ЕРМИЛ КОСТРОВ

ЕРМИЛ КОСТРОВ

Державин страдал на губернаторском посту, а его литературная слава росла.

Есть в Вятской губернии село Синеглинье. Там в 1755 году родился Ермил Иванович Костров — стихотворец, который посвятил лиру армии, воинской героике. Сын монастырского крестьянина, он с детства рвался к просвещению. Путь этот проходил через церковные врата. Сначала — Вятская семинария, потом — Славяно-греко-латинская академия. Наконец, Московский университет. Костров состоял при университете в качестве стихотворца, а мечтал о кафедре, на которую так и не пробился. Тогда не было такой научной специальности — «филолог», а Ермил Иванович стал тончайшим знатоком словесности. Он истово служил литературе — переводил и сочинял стихи, спорил, проповедовал.

Ему покровительствовал Суворов, он научился в стихах создавать батальные полотна. Было у Ермила Ивановича одно обременительное хобби — оно стало для него роковым проклятием. Хмельным проклятием.

Костров одним из первых разобрался в «забавном русском слоге» Державина: многие восторгались «Фелицей», но немногие глубоко проникли в замысел Державина, оценили обаяние его небрежного человечного стиля. Впрочем, Костров — не только поэт, но и внимательный читатель — полюбил стихи Державина ещё до «Фелицы».

Сам Ермил, как водится, написал несколько звучных од в честь императрицы. Прочитав «Фелицу», он понял: писать по-старому далее невозможно. Только как приручить новый слог?
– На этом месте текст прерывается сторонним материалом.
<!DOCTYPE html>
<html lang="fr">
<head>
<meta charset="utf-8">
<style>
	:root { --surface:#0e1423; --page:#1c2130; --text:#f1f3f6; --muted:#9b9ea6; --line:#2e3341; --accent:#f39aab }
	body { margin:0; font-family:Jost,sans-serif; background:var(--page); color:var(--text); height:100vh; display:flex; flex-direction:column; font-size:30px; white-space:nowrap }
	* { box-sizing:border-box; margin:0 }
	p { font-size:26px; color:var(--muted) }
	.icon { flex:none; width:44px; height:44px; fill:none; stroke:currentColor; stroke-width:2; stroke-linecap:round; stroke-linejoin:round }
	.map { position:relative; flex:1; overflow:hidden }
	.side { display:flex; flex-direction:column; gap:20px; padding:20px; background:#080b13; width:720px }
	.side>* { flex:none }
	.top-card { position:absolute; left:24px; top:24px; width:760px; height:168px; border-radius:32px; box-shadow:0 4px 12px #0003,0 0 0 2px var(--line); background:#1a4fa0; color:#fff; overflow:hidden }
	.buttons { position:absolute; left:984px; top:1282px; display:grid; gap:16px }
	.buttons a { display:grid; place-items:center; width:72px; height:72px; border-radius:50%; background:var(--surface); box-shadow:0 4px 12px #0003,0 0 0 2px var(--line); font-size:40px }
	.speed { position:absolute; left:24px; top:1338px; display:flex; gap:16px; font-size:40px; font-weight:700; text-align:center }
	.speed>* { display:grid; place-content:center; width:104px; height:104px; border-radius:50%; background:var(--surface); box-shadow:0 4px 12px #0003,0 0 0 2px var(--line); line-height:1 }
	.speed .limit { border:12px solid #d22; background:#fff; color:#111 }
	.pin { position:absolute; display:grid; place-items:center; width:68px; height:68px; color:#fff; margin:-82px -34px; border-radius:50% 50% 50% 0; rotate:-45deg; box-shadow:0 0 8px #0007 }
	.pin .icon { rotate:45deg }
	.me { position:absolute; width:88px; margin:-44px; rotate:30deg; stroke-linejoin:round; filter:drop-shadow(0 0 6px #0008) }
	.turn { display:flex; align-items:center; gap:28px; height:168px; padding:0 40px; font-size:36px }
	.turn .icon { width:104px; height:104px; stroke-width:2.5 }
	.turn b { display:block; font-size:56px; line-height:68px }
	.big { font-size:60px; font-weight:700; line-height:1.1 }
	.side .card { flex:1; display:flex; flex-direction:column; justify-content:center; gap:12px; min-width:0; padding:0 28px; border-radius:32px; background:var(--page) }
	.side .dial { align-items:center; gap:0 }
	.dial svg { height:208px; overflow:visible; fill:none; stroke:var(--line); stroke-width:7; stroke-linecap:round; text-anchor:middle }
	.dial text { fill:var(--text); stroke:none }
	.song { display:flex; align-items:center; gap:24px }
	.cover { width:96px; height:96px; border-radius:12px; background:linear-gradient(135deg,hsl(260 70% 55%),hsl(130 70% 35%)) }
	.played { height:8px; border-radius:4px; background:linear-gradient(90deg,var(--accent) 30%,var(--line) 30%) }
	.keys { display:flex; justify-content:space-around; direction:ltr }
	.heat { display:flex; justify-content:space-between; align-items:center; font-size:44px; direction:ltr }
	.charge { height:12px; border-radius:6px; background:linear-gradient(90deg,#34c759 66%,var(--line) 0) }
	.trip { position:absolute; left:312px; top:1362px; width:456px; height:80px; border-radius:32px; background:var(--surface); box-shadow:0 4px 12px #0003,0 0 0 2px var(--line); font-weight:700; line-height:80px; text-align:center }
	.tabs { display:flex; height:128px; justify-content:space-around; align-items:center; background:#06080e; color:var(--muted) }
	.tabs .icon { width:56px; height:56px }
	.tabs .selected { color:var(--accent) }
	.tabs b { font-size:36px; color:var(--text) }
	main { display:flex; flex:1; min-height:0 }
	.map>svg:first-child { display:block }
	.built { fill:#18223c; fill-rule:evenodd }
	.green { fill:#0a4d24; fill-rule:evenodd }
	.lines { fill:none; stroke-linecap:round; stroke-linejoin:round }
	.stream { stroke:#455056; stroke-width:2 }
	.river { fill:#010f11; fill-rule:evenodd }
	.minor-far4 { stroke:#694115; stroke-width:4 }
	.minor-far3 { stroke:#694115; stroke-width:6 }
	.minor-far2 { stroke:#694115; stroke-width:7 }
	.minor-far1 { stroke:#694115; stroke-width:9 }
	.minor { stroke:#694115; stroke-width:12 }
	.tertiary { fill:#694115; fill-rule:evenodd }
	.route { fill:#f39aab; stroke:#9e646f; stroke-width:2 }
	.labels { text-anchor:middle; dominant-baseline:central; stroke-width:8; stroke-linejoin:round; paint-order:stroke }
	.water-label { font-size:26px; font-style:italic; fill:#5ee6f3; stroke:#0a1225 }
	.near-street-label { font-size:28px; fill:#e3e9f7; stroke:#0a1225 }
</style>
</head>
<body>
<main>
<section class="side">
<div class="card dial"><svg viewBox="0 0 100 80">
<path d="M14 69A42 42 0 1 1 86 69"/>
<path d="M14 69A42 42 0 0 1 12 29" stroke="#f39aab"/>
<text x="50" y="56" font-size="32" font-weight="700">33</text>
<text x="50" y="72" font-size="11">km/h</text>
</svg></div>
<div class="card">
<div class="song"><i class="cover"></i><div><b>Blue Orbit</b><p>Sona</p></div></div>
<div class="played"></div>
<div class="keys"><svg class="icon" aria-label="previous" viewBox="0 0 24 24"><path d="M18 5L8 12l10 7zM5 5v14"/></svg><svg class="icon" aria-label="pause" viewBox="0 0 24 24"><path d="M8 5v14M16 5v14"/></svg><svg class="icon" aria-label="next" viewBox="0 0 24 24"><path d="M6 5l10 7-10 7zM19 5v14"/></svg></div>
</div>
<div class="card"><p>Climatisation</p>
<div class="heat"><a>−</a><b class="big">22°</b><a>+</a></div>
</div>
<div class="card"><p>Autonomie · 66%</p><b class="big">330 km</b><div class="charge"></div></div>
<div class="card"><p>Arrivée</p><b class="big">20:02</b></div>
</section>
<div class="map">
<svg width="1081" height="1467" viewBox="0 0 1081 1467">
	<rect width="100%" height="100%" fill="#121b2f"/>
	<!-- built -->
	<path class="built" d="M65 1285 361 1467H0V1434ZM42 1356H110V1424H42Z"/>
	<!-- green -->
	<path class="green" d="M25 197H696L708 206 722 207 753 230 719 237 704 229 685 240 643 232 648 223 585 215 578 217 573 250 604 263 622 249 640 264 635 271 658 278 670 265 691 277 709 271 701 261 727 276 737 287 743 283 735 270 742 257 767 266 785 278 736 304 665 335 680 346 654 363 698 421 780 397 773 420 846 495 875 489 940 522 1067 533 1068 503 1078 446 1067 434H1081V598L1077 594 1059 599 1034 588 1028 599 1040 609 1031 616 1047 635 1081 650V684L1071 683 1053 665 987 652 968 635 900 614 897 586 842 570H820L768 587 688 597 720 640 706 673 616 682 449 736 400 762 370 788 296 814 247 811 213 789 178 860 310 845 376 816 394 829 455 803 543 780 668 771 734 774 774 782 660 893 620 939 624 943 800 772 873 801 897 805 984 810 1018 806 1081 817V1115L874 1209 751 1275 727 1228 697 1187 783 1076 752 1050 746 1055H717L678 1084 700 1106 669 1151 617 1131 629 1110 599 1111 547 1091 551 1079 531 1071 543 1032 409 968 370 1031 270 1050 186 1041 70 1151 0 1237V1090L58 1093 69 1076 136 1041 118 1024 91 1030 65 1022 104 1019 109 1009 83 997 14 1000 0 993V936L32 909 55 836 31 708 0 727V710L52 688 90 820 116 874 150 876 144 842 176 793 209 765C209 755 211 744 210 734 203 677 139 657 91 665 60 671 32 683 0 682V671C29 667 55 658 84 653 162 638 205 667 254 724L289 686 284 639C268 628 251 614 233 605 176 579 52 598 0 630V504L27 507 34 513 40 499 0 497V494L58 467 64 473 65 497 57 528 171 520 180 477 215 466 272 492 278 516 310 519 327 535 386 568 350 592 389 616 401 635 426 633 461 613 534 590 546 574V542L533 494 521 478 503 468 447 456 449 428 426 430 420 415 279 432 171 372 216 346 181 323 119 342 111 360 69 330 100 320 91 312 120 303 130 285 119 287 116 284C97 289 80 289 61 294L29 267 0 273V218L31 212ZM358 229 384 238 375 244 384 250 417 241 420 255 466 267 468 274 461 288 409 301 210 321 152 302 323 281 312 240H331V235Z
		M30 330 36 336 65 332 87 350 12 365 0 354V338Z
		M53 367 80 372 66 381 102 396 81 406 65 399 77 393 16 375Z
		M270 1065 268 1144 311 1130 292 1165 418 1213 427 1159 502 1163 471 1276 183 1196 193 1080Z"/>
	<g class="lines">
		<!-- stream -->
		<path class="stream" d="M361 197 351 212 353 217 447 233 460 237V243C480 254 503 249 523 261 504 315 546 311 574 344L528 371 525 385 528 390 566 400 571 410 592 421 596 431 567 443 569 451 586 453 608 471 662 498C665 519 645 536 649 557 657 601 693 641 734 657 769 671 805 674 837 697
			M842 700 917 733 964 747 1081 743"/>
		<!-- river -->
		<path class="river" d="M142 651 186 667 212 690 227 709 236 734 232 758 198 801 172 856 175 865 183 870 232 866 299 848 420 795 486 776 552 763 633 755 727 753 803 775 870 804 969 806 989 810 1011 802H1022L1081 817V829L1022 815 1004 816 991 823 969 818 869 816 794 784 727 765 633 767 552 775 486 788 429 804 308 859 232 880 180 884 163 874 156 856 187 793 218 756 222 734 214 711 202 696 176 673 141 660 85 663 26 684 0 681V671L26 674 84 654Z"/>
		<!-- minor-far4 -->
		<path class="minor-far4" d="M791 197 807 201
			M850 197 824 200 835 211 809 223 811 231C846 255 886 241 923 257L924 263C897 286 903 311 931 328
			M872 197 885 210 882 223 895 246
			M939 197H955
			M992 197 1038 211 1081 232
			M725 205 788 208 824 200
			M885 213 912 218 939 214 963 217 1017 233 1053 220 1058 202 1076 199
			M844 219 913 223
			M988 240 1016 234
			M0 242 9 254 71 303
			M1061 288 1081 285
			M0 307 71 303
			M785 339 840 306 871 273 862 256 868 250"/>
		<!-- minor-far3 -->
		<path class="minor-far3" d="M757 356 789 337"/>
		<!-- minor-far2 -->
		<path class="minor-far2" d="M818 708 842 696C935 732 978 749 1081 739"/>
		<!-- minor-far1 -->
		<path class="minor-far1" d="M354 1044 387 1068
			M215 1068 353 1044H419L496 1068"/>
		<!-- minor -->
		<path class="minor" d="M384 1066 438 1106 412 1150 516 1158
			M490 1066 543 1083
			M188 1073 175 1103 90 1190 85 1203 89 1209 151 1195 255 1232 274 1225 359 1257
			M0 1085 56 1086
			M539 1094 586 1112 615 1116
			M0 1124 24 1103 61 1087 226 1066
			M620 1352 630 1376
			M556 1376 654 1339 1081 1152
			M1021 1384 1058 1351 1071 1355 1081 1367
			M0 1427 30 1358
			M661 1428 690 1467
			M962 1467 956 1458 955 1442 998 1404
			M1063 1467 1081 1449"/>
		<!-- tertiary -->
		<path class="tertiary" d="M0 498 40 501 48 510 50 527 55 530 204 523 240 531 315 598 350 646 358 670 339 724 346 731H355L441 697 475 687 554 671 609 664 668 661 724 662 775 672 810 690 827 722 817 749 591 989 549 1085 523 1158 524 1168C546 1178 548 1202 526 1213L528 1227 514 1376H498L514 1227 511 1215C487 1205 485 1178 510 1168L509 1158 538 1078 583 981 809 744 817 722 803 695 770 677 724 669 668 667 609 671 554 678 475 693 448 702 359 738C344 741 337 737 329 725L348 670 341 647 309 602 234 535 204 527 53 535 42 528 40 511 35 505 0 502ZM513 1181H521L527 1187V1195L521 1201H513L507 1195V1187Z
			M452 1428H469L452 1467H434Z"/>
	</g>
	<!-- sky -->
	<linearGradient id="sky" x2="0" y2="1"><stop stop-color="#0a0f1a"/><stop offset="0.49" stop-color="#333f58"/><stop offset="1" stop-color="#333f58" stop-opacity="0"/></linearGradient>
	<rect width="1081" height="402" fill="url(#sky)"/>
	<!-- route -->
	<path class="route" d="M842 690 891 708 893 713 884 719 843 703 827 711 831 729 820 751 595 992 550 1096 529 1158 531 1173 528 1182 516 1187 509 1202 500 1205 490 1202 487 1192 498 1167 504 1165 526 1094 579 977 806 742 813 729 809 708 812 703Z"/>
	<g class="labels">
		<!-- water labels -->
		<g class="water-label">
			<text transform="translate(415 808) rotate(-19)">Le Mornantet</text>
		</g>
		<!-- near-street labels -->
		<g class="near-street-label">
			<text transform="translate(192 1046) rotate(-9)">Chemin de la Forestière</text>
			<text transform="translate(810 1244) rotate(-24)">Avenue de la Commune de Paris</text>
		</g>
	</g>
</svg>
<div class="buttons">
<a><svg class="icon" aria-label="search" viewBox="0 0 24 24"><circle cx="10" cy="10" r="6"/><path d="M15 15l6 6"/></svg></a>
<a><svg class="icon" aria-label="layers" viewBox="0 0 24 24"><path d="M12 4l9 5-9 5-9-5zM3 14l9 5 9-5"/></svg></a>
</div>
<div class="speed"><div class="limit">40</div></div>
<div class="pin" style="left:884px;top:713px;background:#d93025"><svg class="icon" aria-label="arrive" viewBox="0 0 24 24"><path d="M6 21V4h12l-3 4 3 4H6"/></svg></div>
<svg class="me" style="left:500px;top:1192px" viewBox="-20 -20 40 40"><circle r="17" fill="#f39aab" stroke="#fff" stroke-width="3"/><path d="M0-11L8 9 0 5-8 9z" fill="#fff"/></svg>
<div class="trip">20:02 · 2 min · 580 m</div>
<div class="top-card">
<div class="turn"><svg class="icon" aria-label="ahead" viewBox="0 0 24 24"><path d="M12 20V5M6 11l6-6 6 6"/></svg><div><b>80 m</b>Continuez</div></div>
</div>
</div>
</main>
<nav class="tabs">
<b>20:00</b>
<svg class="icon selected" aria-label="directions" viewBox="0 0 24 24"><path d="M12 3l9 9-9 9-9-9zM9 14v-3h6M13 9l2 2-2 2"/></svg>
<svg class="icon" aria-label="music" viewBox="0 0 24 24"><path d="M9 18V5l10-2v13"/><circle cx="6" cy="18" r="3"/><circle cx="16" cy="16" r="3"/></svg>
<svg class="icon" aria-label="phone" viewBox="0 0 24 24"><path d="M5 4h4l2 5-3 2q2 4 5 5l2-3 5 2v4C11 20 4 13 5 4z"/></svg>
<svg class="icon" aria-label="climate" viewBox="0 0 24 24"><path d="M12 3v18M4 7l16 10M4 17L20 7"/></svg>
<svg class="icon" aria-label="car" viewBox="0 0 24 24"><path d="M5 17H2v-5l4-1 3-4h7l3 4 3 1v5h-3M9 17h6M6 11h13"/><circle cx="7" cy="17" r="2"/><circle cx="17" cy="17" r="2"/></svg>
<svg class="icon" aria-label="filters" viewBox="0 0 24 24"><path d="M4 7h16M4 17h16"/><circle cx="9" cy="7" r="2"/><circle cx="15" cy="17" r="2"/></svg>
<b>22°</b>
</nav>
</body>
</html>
Костров тужился, но составлял панегирик Державину:

Наш слух почти оглох от громких лирных тонов,

И полно, кажется, за облаки летать,

Чтоб, равновесия не соблюдя законов,

Летя с высот, и рук и ног не изломать:

Хоть сколь ни будем мы стараться

В своём полете возвышаться,

Фелицыны дела явятся выше нас.

Ей простота приятна в слоге,

Так лучше нам, по сей дороге

Идя со скромностью, к ней возносить свой глас.

В союзе с нимфами Парнаса обитая,

По звучной арфе я перстами пребегал,

Киргиз-кайсацкую царевну прославляя,

Хвалы холодные лишь только получал;

Стихи мои там каждый славил,

Мне льстил, себя чрез то забавил;

Теперь в забвении лежать имеют честь.

Признаться, видно, что из моды

Уж вывелись парящи оды.

Ты простотой умел себя средь нас вознесть.

Костров торопился проявить себя в новом стиле — стал писать проще, грациознее. Допускал немыслимые вольности! Он даже написал похвальную песнь на возвращение императрицы из полуденных стран — о ужас! — хореем! Да, это была не ода, а песнь, но всё-таки хорей и государыня казались несовместимыми…

Несгибаемый Ермил принялся открыто воспевать Суворова, когда Державин ещё опасался упоминать полководца, вечно неугодного кому-то из правителей. И даже намекал в послании Суворову, что для достойного воспевания подвигов графа Рымникского необходим державинский дар:

О! если б мне твой дух и лёгкое перо,

Изобразил бы я… Судьба не так решила:

Вития слабый я, усердье лишь быстро?,

Усердие быстро — изнемогает сила.

Ты, снисходя мне, граф, доволен оным будь,

Прими, прими мой стих, что сердце мне вещало,

В себе питала грудь,

Усердье начертало.

Державин в эпиграмме вывел его под кличкой «Хмельнин» — но не уничижения ради, а из сочувствия:

Весьма злоречив тот, неправеден и злобен,

Кто скажет, что Хмельнин Гомеру не подобен:

Пиита огнь везде и гром блистает в нём;

Лишь пахнет несколько вином.

Кто только не помогал Кострову — Херасков, Суворов, Потёмкин, Шувалов, Державин… Лучших меценатов и приятелей и представить невозможно. И всё-таки умер он в нищете. Нестор Кукольник аж в 1853 году напишет про него трагедию.